Questo il senso del nostro documento sul 17 marzo, la volontà di cominciare

con un progetto specifico e di prospettiva sulla costruzione di percorsi a

livello periferico. Dobbiamo essere capaci di dare a tutte le comunità sparse

sul territorio meridionale una possibilità, un senso di appartenenza affinché

si possa attaccare verticalmente, dal basso verso l’alto, la nostra controparte

soprattutto qua al meridione.

Come compagni casertani ci ritroviamo a dover fare i conti con questo scenario

ormai da 12 anni e la data del 17 Marzo resta in piedi proprio nell’ottica di

voler lanciare il sasso, di gridare la possibilità di un altro sud che sappia

partire dai territori e dalle loro specificità, dai conflitti, dalla difesa dei

beni comuni. Questo il terreno di gioco per invertire la rotta, per imporre dal

basso alla controparte l’agenda per la costruzione di un nuovo welfare, e non

per subire dall’alto verso il basso i percorsi di sfruttamento e di dominio del

capitale. Crediamo fortemente nella necessità di investire a livello della

comunicazione e della pratica conflittuale su quanto si muove a Sud. Siamo

convinti che la nostra condizione è la stessa di migliaia di giovani proletari

in tutto il meridione, isolati, loro malgrado, in piccoli centri e quindi

mutilati della possibilità di sentirsi parte integrante di insorgenze

conflittuali, di un movimento, su di un piano più generale.
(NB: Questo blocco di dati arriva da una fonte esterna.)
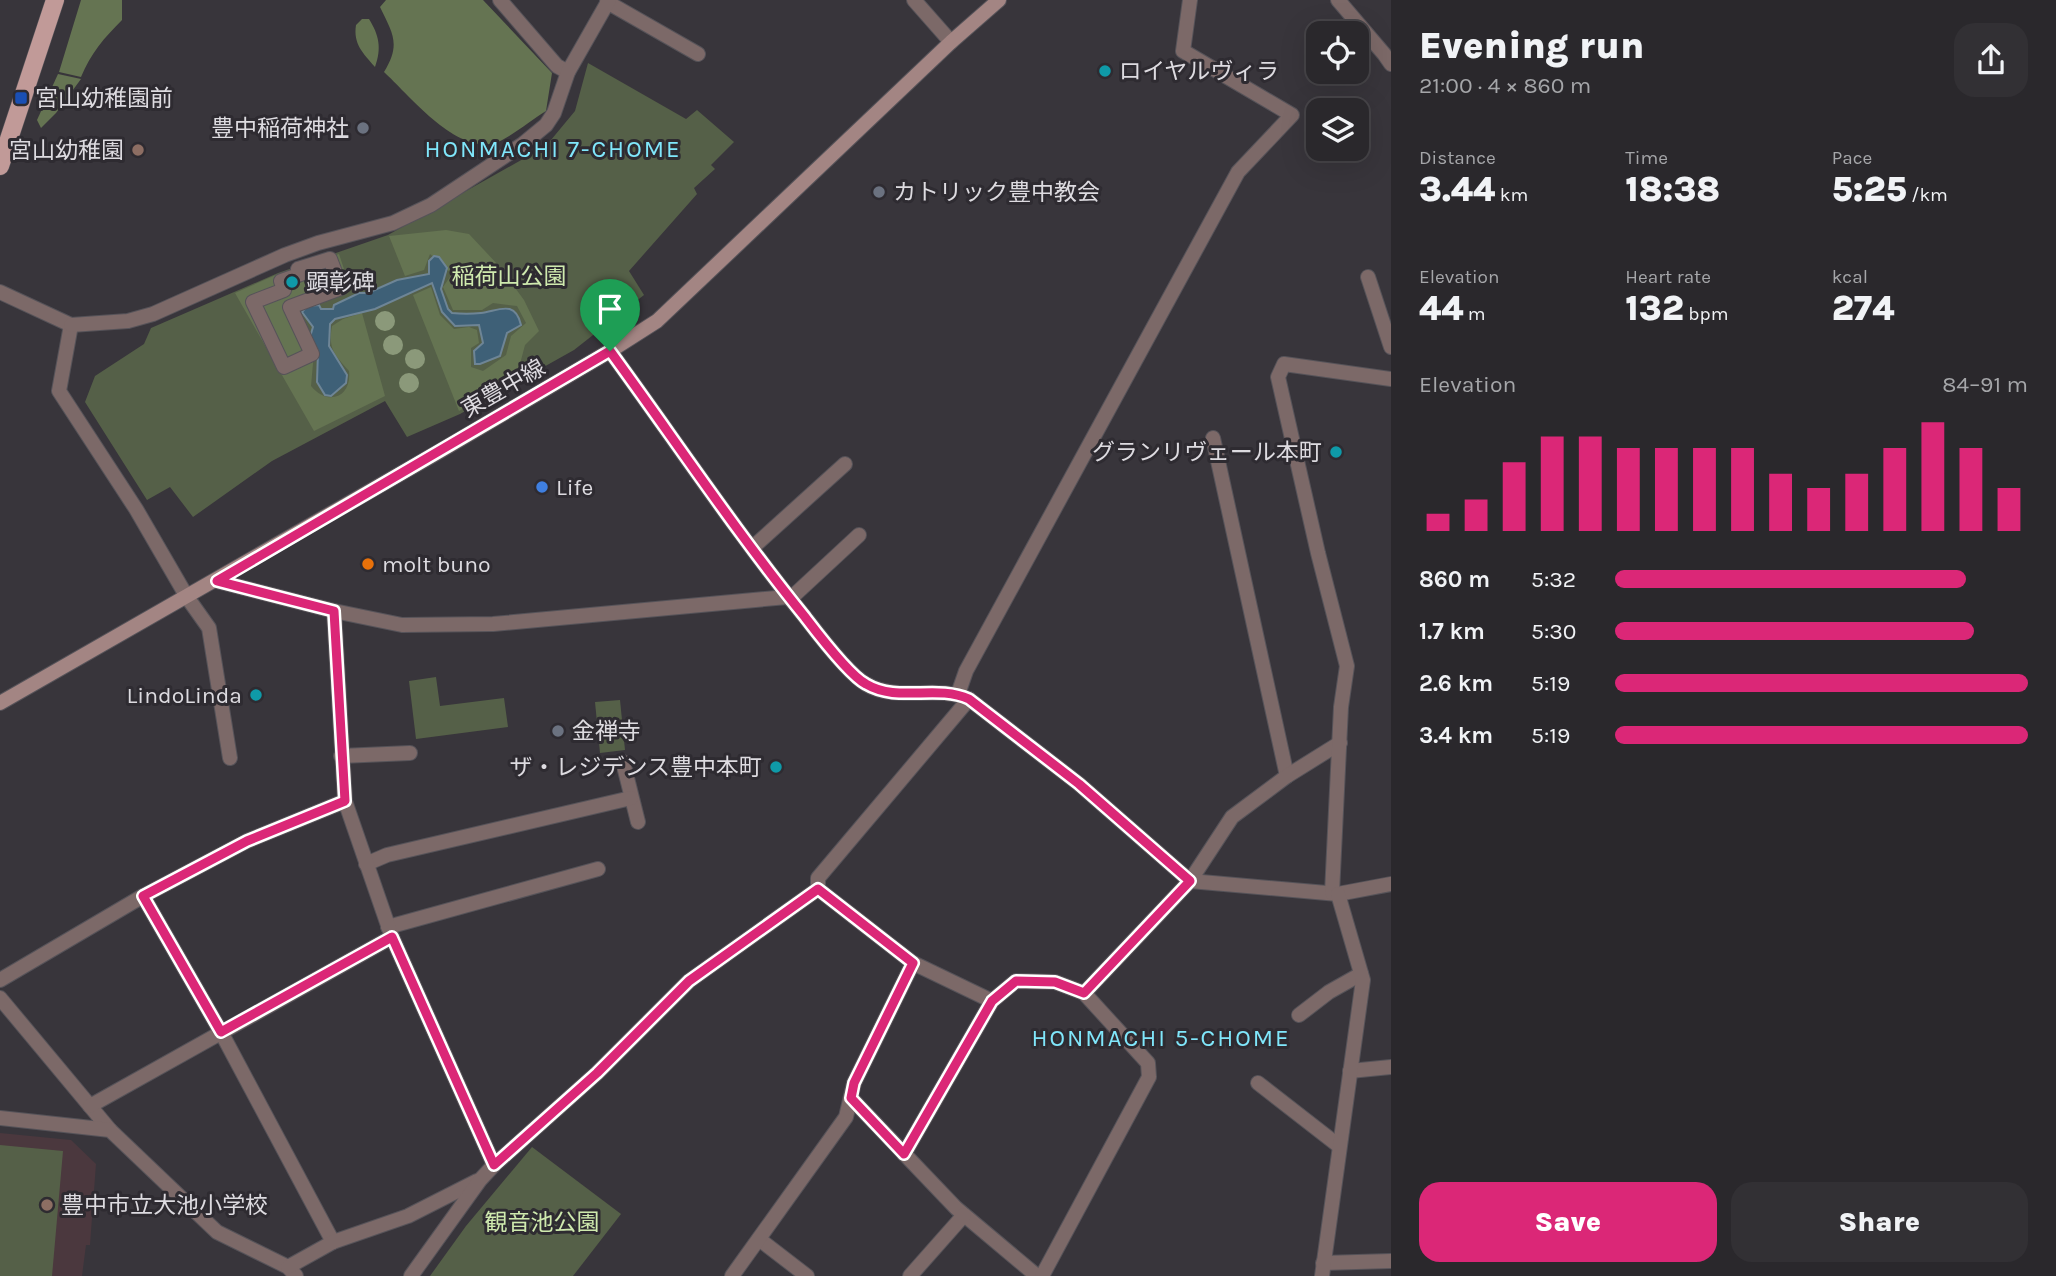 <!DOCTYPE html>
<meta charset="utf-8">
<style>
body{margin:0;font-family:Karla,"Noto Sans JP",sans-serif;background:#323034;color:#f1f3f6;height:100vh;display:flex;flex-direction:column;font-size:26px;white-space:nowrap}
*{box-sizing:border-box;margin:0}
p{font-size:23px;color:#a5a6a9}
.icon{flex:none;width:38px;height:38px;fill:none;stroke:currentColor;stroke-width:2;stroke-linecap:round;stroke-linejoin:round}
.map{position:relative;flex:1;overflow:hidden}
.drawer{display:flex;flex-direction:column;background:#2a282c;width:665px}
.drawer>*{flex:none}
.tools{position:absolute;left:1306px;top:21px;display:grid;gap:14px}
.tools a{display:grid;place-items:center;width:63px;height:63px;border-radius:14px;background:#2a282c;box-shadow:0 7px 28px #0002,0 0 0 2px #464448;font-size:35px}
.pin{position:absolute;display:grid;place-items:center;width:60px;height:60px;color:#fff;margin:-72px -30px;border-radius:50% 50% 50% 0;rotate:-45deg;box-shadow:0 0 7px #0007}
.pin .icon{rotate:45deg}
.round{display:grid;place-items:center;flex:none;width:74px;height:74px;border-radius:21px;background:#323034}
.headline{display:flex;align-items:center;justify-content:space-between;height:119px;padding:0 28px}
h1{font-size:38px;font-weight:800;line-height:52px}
.figures{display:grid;grid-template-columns:repeat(3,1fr);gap:10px;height:119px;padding:7px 28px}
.figures div{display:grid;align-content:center}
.figures b{font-size:35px;font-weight:800}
.figures small{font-size:19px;font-weight:400}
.figures p{font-size:19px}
.chart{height:196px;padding:14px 28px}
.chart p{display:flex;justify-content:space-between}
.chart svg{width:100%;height:126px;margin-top:7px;stroke:#db2777;stroke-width:6}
.primary-button{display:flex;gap:14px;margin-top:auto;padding:14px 28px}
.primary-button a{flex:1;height:80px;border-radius:21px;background:#db2777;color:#fff;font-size:28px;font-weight:800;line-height:80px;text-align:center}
.primary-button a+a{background:#323034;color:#f1f3f6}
ul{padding:0 28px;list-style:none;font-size:23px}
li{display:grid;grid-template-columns:112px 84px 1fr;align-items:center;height:52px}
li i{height:18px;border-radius:9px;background:#db2777}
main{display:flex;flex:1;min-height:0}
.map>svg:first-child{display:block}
.education{fill:#4b383e}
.green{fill:#556048}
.forest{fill:#657452}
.water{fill:#3e6077;stroke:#6e8596;stroke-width:2}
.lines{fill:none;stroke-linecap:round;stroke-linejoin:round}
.lane-casing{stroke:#565359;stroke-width:16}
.street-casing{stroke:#565359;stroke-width:16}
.secondary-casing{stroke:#565359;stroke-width:16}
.primary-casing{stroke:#565359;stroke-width:19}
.lane{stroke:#7c6968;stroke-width:14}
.street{stroke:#7c6968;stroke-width:14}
.secondary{stroke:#a38583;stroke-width:14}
.primary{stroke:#c19a98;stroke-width:18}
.tree{fill:#8b997a}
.route-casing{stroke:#fff;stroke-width:14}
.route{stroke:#db2777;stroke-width:9}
.culture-dot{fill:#0f9aa8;stroke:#2e2b31;stroke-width:2.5}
.transit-dot{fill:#1a4fb4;stroke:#2e2b31;stroke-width:2.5}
.worship-dot{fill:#6b7280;stroke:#2e2b31;stroke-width:2.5}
.education-dot{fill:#8d6e63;stroke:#2e2b31;stroke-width:2.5}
.shop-dot{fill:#3f7fe0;stroke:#2e2b31;stroke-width:2.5}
.food-dot{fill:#e8710a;stroke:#2e2b31;stroke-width:2.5}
.labels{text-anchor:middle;stroke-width:6;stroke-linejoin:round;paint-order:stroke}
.poi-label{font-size:23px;fill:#dddbe0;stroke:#2e2b31;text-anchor:start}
.park-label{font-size:23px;fill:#cfeaae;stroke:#2e2b31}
.street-label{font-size:23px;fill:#dddbe0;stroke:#2e2b31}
.neighbourhood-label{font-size:24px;letter-spacing:2px;fill:#80e7fb;stroke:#2e2b31}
</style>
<main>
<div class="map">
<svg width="1391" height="1276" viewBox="0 0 1391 1276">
<rect width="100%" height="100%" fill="#38353b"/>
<polygon class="education" points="0,1133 71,1140 96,1164 90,1245 86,1245 82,1276 0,1276"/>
<g class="green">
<polygon points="588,63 686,119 697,110 734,142 711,165 715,169 694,188 697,194 629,271 644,295 574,350 460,414 407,437 385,401 272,461 193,517 170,487 147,500 85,402 95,376 144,344 151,328 278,273 388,235 546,146 575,111"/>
<polygon points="436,677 440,706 504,698 508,727 416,739 409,681"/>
<polygon points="620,700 625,750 600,753 595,702"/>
<polygon points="0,1145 63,1151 52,1276 0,1276"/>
<polygon points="532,1147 621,1214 573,1276 430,1276 466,1226"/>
</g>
<g class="forest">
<path d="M81,0H122V20C104,38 91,53 81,77L59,72Z"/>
<path d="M386,0H483L552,73L546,111C534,118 507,140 495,143C456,154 410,96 384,72C401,44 393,34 380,7Z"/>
<path d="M362,19H369C379,35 382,48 375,67C363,53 353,44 356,25Z"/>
<polygon points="58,74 81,79 56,113 41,128 37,120"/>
<polygon points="446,230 469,234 499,266 524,300 539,331 525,345 516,379 459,411 413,295 431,287 440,315 454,329 469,327 477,330 479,343 471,348 471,367 483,371 506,355 511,336 526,323 517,306 493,303 482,310 453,310 443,287 452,274 430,254 424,270 405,276 389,236"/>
<path d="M339,254L351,290L335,298H320L295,307L314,352L311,386C328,407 352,397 349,371C334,354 328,349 332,326L343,319L362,313L385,396L314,431L235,293L278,274Z"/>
</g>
<path class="water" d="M434,256L439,257L447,268L441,289L448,309L452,313C462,314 471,314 481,313C498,311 515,299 521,325L507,333L500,356L480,364H475L474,351L483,343L479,325L455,326L442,312L432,283L375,309L335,319L330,324L329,346L347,375L346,383L331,396L325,395L317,382L318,351L310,337L313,327L302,312L307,306L319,305L321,309H333L334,305L359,293H368L397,280L429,274V261Z"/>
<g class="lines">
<g class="lane-casing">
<g id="lane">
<polyline points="1368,277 1391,347"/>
<polyline points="1213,438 1287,776"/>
<polyline points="752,548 845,464"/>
<polyline points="187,597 209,628 230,758"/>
<polyline points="623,762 638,822"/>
<polyline points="366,864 387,855 631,798"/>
<polyline points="388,927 598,869"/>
<polyline points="913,963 992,1001"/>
<polyline points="1084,993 1190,881 1232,817 1287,776 1340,743"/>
<polyline points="1299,1015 1329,992 1361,974"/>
<polyline points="1350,1071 1391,1067"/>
<polyline points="1258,1083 1339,1146"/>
<polyline points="851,1098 956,1208 1037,1276"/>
<polyline points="904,1154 992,1001 1016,981 1055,982 1084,993 1148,1063 1149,1077 1042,1276"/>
<polyline points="759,1239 807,1276"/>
<polyline points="1323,1263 1391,1261"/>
<polyline points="910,1276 964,1215"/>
</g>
</g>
<g class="street-casing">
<g id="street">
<polyline points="500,0 557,66 568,72"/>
<polyline points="914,0 951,42"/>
<polyline points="1338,0 1384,54 1391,64"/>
<polyline points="607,2 698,54"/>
<polygon points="330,259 341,288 290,307 312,354 284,367 253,302 284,290 281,281 301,274 298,269"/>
<polyline points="0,292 71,325 59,391 136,509 187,597"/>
<polyline points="71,325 128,321 153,314 285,255 318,243 393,223 431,205 523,144 546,125 554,113 568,72 609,0"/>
<path d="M610,351C675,440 736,532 805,617C818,634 849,675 866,684C898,703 936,684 969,699L1079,784L1190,881L1338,894L1391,884"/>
<polyline points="217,581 334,611 402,625 493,624 787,597"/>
<polyline points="790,599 859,535"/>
<polyline points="334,611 345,801 392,937 494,1165"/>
<polyline points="958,694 966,671 1238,172 1292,115 1183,51 1190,0"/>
<polyline points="341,756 410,753"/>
<polyline points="1332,893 1341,707 1347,666 1318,553 1278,377 1284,364 1391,379"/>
<polyline points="143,896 221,1032 333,1242"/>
<polyline points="0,980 143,896 247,841 345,801"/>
<polyline points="0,998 110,1130"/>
<polyline points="90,1106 392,937"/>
<polyline points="0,1118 110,1130 217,1232 288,1267 296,1276"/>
<polyline points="288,1267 333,1242 408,1216 477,1181"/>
<polyline points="411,1276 480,1180 494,1165 597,1073 689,981 818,889 818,878 969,699"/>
<polyline points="732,1276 846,1117 854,1083 913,963 818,889"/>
<polyline points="1322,1276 1363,980 1338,894"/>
</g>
</g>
<g class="secondary-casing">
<polyline id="secondary" points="0,703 440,451 610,351 657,321 951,42 999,0"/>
</g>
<g class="primary-casing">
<polyline id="primary" points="0,166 55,0"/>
</g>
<use href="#lane" class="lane"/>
<use href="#street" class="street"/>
<use href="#secondary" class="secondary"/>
<use href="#primary" class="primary"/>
</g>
<g class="tree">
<circle cx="385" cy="321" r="10"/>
<circle cx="393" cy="345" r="10"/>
<circle cx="415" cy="359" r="10"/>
<circle cx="409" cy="383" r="10"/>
</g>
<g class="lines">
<g class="route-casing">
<path id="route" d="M610,351C675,440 736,532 805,617C818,634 849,675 866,684C898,703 936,684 969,699L1079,784L1190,881L1084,993L1055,982L1016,981L992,1001L904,1154L851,1098L854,1083L913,963L818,889L689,981L597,1073L494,1165L392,937L221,1032L143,896L247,841L345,801L334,611L217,581Z"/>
</g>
<use href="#route" class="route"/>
</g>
<g class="culture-dot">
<circle cx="1105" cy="71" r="7"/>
<circle cx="292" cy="282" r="7"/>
<circle cx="1336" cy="452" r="7"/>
<circle cx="256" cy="695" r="7"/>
<circle cx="776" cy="767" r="7"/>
</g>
<rect class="transit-dot" x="14" y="91" width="14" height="14" rx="3.5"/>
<g class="worship-dot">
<circle cx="363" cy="128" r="7"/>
<circle cx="879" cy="192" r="7"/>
<circle cx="558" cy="731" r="7"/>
</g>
<g class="education-dot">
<circle cx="138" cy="150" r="7"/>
<circle cx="47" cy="1205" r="7"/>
</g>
<circle class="shop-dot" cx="542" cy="487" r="7"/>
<circle class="food-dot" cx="368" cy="564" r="7"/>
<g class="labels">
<g class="poi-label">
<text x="1119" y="79">ロイヤルヴィラ</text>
<text x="35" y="106">宮山幼稚園前</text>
<text x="349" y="136" text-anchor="end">豊中稲荷神社</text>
<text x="124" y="158" text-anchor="end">宮山幼稚園</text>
<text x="893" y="200">カトリック豊中教会</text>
<text x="306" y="290">顕彰碑</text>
<text x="1322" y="460" text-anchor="end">グランリヴェール本町</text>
<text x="556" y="495">Life</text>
<text x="382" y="572">molt buno</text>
<text x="242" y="703" text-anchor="end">LindoLinda</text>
<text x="572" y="739">金禅寺</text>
<text x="762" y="775" text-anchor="end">ザ・レジデンス豊中本町</text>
<text x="61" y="1213">豊中市立大池小学校</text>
</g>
<g class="park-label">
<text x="509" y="284">稲荷山公園</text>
<text x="542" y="1230">観音池公園</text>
</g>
<g class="street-label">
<text transform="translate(503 388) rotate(-30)" y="8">東豊中線</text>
</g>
<g class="neighbourhood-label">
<text x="553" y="157">HONMACHI 7-CHOME</text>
<text x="1161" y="1046">HONMACHI 5-CHOME</text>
</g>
</g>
</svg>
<div class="tools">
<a><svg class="icon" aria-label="locate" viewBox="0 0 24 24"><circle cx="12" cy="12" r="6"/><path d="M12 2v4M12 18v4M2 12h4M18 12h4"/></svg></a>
<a><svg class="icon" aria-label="layers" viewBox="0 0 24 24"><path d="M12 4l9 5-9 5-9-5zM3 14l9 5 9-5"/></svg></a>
</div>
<div class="pin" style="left:610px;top:351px;background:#1e9e55"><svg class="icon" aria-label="arrive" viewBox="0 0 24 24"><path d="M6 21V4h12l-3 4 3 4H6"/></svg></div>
</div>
<section class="drawer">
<div class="headline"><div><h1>Evening run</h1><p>21:00 · 4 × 860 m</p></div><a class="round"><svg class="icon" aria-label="share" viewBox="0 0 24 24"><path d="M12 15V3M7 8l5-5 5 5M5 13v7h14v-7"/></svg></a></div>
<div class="figures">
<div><p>Distance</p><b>3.44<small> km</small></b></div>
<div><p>Time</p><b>18:38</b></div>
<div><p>Pace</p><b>5:25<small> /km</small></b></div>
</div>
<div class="figures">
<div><p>Elevation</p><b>44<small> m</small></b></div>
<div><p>Heart rate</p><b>132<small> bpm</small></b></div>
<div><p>kcal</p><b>274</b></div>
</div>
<div class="chart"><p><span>Elevation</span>84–91 m</p>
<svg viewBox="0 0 160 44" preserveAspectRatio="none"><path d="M5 44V38M15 44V33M25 44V20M35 44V11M45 44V11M55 44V15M65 44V15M75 44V15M85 44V15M95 44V24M105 44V29M115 44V24M125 44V15M135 44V6M145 44V15M155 44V29"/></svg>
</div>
<ul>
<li><b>860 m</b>5:32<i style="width:85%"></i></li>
<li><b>1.7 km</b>5:30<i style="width:87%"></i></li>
<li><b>2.6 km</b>5:19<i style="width:100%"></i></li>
<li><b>3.4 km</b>5:19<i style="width:100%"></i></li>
</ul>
<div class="primary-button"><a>Save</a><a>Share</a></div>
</section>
</main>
Per questo possiamo

e dobbiamo ragionare sul ruolo dei social network nelle rivoluzioni del nord

Africa, dobbiamo cioè saper utilizzare, allo scopo di creare rete nei

territori, tutti gli strumenti di cui abbiamo disponibilità, ribaltando, in

questo caso, anche la subalternità proletaria rispetto ai nuovi mezzi di

comunicazione di massa.

Bisogna rilanciare in avanti sulla difesa dei beni comuni, sulla lotta per il

reddito, la casa, il nuovo welfare e da questi processi non possiamo e non

dobbiamo tenere fuori le periferie, le campagne e i territori di quella

provincia diffusa di cui altri, ad esempio da prospettive di destra e nordiste,

hanno afferrato l’importanza politica e strategica.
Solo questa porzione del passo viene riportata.